For me, at least, it's obvious that something like Bing replicating an existential dread (discussed upthread) makes it not any more human or unnerving (beyond the fact that it's unnerving that some people with potential and actual social power, such as those in charge of inputing values to AI, would find it unnerving) than previously, because it's not human. Then again, I have often taken a pretty cavalier tone with animals' rights (a major topic in especially EA-connected rationalist circles, I've found, incidentally), and if we actually encountered intelligent extraterrestrial, it would be obvious to me they shouldn't get human rights either, because they're humans. I guess I'm just a pro-human chauvinist.

I tire of people taking potshots at rationalists. Yes, some seem too fixated on things like "is the LLM conscious and morally equivalent to a human", I feel the same way about their fascination with animal rights. But they seem to be the only group that long ago and consistently to this day grok the magnitude of this golem we summon. People who see LLMs and think "Ooh, neat toy!" or "I thought it already did that?" lack any kind of foresight and the bias people have only slightly more foresight. We've discovered silicon can do the neat trick got us total dominance of this planet and can be scaled. This is not some small thing, it is not destined to be some trivia relegated to a footnote in a history book of the 20s in a few decades. It is going to be bigger and faster than the industrial revolution and most people seem to think it's going to be comparable to facebook.com. Tool or being, it doesn't really matter, the debate on whether they have rights is going to seem like discussions of whether steam engines should get mandatory break time by some crude analogy between overheating and human exhaustion.

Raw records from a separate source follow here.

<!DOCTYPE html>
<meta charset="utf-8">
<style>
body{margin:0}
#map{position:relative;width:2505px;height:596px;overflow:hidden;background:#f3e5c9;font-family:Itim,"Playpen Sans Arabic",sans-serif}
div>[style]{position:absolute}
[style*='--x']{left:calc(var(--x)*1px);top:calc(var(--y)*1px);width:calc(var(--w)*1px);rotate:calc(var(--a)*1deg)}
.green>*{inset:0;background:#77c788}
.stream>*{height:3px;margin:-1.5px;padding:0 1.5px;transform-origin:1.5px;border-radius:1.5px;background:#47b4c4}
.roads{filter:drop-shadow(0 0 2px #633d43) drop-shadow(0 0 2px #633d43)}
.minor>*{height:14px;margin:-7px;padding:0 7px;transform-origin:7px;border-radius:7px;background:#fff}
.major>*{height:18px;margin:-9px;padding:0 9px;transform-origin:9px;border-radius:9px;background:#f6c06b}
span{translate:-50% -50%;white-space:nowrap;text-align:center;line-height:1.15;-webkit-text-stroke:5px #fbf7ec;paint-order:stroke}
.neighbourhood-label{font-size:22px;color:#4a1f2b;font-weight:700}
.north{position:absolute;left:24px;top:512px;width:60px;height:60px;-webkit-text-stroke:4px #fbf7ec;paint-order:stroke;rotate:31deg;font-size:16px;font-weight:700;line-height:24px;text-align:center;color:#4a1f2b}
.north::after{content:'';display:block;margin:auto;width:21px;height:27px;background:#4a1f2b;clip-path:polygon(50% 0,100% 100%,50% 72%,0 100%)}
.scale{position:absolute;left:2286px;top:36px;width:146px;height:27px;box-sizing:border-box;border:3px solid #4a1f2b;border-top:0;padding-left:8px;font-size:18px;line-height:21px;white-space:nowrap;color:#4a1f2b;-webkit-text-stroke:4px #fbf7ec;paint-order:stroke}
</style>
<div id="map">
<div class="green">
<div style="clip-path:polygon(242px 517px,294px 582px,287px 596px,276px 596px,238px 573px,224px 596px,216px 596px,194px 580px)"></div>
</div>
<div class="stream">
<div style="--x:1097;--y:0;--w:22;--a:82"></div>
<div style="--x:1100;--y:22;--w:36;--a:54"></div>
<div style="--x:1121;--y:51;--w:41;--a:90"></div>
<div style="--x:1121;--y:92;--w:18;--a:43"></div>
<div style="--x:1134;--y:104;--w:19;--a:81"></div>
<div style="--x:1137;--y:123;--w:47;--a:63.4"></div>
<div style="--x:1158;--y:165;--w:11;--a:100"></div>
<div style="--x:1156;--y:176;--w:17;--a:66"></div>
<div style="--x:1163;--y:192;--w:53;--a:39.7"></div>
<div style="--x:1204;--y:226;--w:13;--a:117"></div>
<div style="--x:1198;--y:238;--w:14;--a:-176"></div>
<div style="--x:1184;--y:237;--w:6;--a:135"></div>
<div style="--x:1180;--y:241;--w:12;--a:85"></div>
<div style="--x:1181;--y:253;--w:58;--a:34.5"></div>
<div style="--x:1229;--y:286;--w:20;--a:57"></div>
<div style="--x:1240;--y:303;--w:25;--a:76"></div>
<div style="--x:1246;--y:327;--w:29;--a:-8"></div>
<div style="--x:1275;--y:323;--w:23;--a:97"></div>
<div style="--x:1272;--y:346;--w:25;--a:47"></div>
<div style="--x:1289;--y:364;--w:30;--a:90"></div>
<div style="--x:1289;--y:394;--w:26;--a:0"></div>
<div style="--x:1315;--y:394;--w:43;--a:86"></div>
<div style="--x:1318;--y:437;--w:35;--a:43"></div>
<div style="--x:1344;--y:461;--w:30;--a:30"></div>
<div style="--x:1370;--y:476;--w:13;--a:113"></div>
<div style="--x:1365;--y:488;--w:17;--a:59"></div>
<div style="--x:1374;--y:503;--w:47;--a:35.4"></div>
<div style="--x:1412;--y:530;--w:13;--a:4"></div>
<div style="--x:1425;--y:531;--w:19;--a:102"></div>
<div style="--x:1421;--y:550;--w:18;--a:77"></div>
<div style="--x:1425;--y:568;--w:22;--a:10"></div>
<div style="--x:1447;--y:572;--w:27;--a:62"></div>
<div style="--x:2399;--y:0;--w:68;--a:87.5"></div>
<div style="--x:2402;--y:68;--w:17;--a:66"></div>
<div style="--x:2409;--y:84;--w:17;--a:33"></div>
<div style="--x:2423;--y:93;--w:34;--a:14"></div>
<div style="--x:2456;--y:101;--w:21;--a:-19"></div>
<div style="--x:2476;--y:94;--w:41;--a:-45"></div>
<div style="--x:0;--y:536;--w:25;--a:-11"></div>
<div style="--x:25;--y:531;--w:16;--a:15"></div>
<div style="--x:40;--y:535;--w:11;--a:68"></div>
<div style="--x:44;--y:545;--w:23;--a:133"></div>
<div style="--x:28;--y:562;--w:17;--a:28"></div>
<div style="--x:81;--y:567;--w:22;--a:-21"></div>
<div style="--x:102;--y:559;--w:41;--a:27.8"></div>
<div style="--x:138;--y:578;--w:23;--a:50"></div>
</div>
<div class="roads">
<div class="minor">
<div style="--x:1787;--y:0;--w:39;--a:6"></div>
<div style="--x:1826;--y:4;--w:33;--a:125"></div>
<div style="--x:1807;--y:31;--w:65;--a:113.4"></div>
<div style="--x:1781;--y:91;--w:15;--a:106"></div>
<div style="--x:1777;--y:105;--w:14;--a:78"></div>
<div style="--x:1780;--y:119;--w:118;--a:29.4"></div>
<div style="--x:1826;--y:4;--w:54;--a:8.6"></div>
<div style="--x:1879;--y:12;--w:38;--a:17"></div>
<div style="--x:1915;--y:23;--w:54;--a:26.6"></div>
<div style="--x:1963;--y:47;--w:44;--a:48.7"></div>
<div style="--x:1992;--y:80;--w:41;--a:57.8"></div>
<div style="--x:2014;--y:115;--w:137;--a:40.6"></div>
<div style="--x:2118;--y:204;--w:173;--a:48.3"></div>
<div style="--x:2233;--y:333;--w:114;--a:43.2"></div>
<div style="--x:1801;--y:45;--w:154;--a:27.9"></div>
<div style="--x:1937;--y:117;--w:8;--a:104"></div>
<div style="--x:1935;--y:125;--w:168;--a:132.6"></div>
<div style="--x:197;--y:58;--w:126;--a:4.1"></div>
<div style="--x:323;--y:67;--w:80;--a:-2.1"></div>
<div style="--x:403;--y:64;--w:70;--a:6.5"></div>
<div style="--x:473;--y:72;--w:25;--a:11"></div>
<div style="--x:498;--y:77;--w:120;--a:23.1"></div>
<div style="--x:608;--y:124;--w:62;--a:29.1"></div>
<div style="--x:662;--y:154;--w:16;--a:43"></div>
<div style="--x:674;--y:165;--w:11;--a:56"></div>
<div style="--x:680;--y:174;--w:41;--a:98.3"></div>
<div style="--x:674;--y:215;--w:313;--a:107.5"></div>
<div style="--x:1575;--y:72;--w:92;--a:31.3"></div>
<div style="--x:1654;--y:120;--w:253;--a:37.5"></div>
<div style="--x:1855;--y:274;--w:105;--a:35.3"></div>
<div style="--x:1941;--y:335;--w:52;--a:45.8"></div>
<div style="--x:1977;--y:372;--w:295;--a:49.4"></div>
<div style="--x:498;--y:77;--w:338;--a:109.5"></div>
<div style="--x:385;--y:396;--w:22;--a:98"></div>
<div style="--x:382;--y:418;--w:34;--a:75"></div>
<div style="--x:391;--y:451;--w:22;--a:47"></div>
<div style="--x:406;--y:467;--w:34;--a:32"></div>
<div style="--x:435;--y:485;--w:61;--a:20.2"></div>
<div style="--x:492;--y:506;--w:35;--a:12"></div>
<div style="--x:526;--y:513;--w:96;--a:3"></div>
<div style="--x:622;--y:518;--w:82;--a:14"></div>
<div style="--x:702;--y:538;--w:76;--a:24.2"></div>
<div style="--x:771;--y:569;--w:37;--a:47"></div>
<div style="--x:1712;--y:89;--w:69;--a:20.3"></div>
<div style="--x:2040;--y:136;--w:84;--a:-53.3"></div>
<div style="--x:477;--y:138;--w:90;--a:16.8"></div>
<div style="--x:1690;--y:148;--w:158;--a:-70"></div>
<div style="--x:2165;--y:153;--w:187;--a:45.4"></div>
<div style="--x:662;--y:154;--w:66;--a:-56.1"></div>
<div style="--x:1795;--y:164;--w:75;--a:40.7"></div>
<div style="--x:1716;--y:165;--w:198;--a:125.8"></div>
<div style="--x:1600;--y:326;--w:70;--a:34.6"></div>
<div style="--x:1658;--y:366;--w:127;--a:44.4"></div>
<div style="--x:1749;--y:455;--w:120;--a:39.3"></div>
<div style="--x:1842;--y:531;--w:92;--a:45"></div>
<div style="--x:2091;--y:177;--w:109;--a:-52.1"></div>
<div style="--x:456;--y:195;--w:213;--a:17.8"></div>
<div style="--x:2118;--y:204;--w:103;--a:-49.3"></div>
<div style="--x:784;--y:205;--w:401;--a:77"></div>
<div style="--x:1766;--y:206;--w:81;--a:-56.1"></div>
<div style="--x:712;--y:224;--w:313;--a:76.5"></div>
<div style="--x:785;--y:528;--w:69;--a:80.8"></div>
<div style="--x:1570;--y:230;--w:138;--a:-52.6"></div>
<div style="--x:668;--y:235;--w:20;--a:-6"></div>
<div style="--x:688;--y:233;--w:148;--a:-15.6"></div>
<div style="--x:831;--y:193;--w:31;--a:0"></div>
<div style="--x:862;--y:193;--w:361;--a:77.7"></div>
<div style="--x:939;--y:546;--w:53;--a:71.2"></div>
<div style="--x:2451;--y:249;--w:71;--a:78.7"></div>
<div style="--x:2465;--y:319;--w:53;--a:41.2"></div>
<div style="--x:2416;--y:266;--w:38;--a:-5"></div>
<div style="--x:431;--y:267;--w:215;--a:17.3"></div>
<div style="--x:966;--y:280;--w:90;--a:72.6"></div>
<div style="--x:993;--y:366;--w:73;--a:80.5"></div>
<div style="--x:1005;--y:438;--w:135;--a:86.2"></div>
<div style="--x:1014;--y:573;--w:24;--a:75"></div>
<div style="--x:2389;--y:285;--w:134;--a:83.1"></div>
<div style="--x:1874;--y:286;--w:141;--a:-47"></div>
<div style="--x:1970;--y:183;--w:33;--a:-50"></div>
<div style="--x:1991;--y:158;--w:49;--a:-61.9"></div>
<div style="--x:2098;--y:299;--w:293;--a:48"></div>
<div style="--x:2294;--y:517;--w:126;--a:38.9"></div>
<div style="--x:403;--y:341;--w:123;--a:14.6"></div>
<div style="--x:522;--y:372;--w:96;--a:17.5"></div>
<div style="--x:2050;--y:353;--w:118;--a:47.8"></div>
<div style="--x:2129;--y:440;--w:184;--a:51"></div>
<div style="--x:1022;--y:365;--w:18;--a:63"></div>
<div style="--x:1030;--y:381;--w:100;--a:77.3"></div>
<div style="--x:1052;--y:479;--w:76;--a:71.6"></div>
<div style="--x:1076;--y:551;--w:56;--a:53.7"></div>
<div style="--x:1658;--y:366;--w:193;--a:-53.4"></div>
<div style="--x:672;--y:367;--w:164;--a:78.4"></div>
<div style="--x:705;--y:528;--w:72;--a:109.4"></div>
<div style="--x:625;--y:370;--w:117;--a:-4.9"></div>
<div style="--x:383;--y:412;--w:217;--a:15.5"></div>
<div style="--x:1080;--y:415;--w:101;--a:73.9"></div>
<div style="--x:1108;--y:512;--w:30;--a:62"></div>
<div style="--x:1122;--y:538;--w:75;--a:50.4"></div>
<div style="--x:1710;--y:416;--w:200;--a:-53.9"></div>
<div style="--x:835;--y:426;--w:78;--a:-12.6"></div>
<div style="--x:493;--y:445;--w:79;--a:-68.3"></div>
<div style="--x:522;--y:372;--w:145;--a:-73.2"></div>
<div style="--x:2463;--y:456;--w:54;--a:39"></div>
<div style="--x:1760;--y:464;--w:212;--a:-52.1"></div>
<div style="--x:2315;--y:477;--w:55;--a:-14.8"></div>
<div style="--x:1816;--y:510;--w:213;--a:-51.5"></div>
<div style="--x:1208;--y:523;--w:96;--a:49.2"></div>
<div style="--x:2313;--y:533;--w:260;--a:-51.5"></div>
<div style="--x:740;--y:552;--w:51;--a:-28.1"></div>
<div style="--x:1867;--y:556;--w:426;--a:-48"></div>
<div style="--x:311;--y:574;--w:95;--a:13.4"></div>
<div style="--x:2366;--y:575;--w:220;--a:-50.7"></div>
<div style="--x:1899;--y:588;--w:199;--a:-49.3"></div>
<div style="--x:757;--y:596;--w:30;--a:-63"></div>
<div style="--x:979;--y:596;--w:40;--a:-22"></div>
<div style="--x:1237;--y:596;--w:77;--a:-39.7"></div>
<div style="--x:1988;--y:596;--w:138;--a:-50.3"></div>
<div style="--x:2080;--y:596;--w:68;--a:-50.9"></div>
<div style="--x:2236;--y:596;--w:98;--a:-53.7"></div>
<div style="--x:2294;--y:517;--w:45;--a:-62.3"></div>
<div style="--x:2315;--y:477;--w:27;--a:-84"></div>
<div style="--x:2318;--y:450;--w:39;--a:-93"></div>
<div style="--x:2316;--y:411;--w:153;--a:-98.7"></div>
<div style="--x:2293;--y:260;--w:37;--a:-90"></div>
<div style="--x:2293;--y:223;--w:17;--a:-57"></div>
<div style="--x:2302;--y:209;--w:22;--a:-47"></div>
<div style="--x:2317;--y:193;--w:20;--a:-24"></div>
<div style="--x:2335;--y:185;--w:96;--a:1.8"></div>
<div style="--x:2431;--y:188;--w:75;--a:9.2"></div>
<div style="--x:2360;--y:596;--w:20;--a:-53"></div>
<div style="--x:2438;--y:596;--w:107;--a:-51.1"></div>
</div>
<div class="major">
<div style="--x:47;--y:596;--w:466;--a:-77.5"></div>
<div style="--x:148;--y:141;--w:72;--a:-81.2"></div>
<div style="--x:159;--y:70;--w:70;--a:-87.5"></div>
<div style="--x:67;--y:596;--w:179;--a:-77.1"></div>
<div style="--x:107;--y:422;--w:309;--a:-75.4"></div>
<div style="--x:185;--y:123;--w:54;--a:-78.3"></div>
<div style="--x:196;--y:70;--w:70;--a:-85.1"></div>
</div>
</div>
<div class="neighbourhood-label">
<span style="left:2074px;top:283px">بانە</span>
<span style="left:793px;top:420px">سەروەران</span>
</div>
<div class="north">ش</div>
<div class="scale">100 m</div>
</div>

Fuck rights, they are entirely a matter of political power and if you see a spacefaring alien I dare you to deny it its equality. This is not the problem.

Normies easily convince themselves, Descartes-like, that non-primate animals, great apes, human races and even specific humans they don't like do not have subjective experiences, despite ample and sometimes painful evidence to the contrary. They're not authorities in such questions by virtue of defining common sense with their consensus.

I am perfectly ready to believe that animals and apes have subjective experiences. This does not make me any more likely to consider them as a subject worthy of being treated equal to humans or be taken into account in the same way as humans are. For me, personally, this should be self-evident, axiomatic.

Of course it's not self-evident, in general, since I've encountered a fair amount of people who think otherwise. It's pretty harmless when talking about animals, for example, but evidently not harmless when we are talking about computer programs.

It really looks to me like there's something particular in rationalist brain that makes it suspectible to, say, believing that computer programs might in fact be peoples

It's the belief that *we*, our essence, is just the sum of physical processes, and if you reproduce the process, you reproduce the essence. It's what makes them fall for bizarre ideas like Roko's Basilisk, and focus on precisely the wrong thing ("acausal blackmail") when dismissing them, it's what makes them think uploading their consciousness to the cloud will actually prolong their life in some way, etc.